César não esconde orgulho no facto de tudo, aqui, ter sido construído com matéria-prima portuguesa, “empresas como a Sorefame, infelizmente já não laboram”. Estamos, agora, na sala que transforma a energia mecânica em elétrica, a central propriamente dita, onde estão as turbinas que recebem o fluxo de água dependendo das potencia necessária para consumo. “Chamamos-lhes o Ferrari de Portugal”, confidencia-nos César. Porquê? “Em 90 segundos a eletricidade é libertada na rede”.

Não obstante o gigantismo da estrutura, tudo é silêncio. As torrentes de água circulam dentro dos canos de aço no âmago da central. Hão de conhecer a liberdade nos enormes túneis de restituição ao rio. Galerias com quilómetros de extensão, uma vez mais no coração da montanha.

No Minho, um passeio sob um céu estrelado a mais de 340 metros de profundidade
Vista do paredão da barragem.

Estamos na reta final neste périplo subterrâneo. Descemos e subimos escadas metálicas, transpomos galerias onde as diferenças de pressão criam verdadeiros túneis de vento. Espreitamos para galerias com a escala de catedrais. Desembocamos numa sala pejada de grossas tubagens pintadas a amarelas. “Sabem o que passa dentro destes tubos?”, inquire César. “Água”, soam as respostas. “Errado”, retribui o nosso anfitrião, “eletricidade.
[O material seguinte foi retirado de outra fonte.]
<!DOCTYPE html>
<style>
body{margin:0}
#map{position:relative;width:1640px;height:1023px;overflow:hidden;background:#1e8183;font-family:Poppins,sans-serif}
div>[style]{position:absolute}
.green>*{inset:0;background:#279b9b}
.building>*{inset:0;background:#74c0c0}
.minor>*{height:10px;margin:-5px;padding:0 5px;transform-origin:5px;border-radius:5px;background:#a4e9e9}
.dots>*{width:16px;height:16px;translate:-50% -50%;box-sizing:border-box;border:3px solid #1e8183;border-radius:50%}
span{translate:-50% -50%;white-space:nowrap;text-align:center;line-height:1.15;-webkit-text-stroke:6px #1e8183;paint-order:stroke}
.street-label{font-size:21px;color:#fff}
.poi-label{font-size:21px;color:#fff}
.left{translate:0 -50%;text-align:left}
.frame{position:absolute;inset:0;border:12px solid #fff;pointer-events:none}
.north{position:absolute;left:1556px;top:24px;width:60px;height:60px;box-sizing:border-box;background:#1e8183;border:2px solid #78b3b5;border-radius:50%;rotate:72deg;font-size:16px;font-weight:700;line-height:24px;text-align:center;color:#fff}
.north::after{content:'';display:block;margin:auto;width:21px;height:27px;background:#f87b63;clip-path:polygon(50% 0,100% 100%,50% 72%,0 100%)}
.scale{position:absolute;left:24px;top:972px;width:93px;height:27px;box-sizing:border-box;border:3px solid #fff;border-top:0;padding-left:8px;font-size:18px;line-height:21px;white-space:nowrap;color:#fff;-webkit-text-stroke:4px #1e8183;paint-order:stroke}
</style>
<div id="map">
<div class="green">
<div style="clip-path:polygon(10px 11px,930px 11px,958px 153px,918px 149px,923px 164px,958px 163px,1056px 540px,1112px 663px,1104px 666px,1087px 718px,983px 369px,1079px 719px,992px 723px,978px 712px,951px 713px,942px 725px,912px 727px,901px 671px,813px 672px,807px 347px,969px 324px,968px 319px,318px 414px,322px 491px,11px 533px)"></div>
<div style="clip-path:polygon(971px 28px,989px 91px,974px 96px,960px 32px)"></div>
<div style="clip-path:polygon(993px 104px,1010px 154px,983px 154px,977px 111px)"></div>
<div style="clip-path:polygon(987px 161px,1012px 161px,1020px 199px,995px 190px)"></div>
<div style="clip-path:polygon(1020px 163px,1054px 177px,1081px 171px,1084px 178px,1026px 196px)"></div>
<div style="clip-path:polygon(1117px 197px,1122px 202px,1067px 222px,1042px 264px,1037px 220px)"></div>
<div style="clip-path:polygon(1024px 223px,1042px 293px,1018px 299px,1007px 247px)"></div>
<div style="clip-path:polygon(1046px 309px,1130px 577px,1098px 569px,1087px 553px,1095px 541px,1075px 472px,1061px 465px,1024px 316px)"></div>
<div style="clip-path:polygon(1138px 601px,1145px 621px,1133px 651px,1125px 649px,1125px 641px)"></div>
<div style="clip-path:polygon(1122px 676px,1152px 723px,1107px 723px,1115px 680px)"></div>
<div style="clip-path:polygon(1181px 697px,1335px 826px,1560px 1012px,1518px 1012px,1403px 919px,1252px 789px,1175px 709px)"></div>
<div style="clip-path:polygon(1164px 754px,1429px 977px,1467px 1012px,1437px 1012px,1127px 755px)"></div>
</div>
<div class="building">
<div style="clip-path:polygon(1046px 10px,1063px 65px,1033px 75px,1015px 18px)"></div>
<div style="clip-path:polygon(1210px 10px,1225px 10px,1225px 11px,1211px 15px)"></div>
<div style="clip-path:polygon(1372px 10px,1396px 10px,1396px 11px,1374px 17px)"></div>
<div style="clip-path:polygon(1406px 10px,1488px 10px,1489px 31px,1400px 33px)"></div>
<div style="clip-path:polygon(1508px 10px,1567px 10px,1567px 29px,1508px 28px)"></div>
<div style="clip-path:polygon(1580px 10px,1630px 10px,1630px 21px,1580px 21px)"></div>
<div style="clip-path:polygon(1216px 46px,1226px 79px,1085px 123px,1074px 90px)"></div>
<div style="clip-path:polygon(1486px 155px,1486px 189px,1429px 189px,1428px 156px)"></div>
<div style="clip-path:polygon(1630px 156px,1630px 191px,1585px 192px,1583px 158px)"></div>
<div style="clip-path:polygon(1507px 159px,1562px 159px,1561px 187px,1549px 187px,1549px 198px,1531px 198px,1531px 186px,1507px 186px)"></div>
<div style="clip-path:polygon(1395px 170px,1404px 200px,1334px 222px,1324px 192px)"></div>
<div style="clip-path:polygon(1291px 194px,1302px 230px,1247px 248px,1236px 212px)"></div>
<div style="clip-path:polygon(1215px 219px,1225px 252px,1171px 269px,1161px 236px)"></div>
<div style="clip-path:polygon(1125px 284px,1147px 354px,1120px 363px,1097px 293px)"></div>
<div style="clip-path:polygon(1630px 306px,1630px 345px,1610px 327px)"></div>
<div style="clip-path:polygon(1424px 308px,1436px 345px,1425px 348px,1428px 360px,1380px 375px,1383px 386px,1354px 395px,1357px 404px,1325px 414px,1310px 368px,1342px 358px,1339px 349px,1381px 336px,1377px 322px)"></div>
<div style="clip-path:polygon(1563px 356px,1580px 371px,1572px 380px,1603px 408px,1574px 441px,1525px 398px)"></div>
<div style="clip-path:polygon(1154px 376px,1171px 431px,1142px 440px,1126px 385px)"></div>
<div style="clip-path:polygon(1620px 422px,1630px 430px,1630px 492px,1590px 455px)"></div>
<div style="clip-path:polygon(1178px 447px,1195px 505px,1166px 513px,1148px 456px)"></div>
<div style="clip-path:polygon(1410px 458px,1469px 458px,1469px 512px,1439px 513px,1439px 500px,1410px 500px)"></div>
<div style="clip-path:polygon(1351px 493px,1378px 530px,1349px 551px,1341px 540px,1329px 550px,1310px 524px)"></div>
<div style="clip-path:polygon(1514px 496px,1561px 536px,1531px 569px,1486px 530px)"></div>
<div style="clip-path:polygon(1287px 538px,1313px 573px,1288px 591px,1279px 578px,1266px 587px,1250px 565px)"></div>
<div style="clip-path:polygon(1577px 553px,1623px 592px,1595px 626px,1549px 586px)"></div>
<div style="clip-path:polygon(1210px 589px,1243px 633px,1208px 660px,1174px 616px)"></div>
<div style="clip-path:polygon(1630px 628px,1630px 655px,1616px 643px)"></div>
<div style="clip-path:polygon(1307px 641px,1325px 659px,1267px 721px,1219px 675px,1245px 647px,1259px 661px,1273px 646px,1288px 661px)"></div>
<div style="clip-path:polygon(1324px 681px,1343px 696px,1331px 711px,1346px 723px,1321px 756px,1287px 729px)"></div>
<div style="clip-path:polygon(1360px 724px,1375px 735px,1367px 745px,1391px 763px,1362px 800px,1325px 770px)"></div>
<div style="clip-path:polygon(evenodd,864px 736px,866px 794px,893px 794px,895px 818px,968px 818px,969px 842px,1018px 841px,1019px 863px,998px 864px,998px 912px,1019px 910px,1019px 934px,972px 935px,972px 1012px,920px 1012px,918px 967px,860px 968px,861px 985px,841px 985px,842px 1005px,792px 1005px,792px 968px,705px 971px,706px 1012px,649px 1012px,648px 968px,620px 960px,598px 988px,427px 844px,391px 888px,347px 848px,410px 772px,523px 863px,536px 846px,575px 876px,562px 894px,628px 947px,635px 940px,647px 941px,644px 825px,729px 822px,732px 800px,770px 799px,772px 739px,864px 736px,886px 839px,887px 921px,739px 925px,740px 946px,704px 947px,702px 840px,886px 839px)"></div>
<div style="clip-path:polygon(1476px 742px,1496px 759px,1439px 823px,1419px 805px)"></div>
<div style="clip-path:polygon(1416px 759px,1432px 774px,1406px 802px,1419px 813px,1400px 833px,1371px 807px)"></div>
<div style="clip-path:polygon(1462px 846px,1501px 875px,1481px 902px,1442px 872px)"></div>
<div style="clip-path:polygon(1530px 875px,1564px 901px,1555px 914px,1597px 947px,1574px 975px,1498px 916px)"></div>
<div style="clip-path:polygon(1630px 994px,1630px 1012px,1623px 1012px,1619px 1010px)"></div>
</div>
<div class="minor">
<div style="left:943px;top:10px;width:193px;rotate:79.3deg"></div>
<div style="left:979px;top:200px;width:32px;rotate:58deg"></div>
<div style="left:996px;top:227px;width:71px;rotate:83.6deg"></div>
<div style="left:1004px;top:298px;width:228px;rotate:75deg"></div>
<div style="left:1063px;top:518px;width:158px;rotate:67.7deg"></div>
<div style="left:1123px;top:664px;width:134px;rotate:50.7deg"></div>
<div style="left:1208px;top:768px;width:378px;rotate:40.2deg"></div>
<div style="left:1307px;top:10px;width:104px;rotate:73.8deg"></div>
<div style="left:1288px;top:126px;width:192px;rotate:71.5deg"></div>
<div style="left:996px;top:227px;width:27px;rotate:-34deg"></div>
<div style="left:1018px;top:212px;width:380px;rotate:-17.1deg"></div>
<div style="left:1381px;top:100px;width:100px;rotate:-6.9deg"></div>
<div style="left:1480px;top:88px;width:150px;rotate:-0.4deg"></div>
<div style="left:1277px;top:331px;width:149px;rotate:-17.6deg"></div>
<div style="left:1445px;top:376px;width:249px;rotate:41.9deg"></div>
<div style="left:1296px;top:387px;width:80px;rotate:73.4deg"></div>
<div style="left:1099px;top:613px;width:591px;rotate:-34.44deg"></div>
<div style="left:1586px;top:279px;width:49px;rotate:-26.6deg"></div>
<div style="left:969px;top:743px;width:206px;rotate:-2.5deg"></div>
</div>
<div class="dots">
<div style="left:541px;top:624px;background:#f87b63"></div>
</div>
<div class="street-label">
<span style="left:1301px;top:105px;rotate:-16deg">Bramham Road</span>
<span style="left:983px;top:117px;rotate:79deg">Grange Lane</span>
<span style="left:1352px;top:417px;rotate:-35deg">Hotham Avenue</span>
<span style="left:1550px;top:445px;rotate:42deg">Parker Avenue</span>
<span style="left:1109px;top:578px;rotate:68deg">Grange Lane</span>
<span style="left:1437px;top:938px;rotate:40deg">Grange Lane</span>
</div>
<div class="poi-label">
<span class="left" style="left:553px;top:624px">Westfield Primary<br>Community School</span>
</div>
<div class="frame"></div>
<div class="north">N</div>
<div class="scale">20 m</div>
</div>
Há milhares de cabos dentro destas tubagens. Irão ao encontro da superfície, até à subestação, onde os 18 mil volts serão elevados a 400 mil volts. A eletricidade produzida, aqui, no Minho, pode ser distribuída, por exemplo, no Algarve. Há perdas pelo caminho, logo a necessidade de elevar a potência”.

Capítulo último da visita. A Nave, ou se se preferia, a casa das máquinas onde os terminais captam “todos os sintomas o equipamento”. Causa espanto o lugar. A sala assume contornos de gare, espaço onde, inclusivamente, já decorreram espetáculos musicais. Há mármores e um teto a duas dezenas de metros de altura. Neste, centenas de luzes embutidas simulam o céu. Não um firmamento qualquer. “O que o arquiteto aqui nos deixou são as constelações do Hemisfério Norte na época em que a Barragem foi construída”, sublinha César Martins. Uma sala que quis, a dois tempos, “criar também um ambiente descontraído para quem aqui trabalhava muitas horas sob a montanha”.

No Minho, um passeio sob um céu estrelado a mais de 340 metros de profundidade
Esquema de todo o complexo que constituí a Barragem.

Momento de retornar à superfície. Para os funcionários há um atalho. O poço do elevador que termina no edifício de comando, mais de cem metros acima. Na época da construção da estrutura era o mais rápido da Europa e o segundo do Mundo, sendo apenas ultrapassado pelo CN Tower em Toronto, Canadá.

Para nós, visitantes, não há atalhos. Esperam-nos os 1780 metros de caminho até à grande boca do túnel e ao ar revigorante da montanha.

Reportagem originalmente publicada em maio de 2019.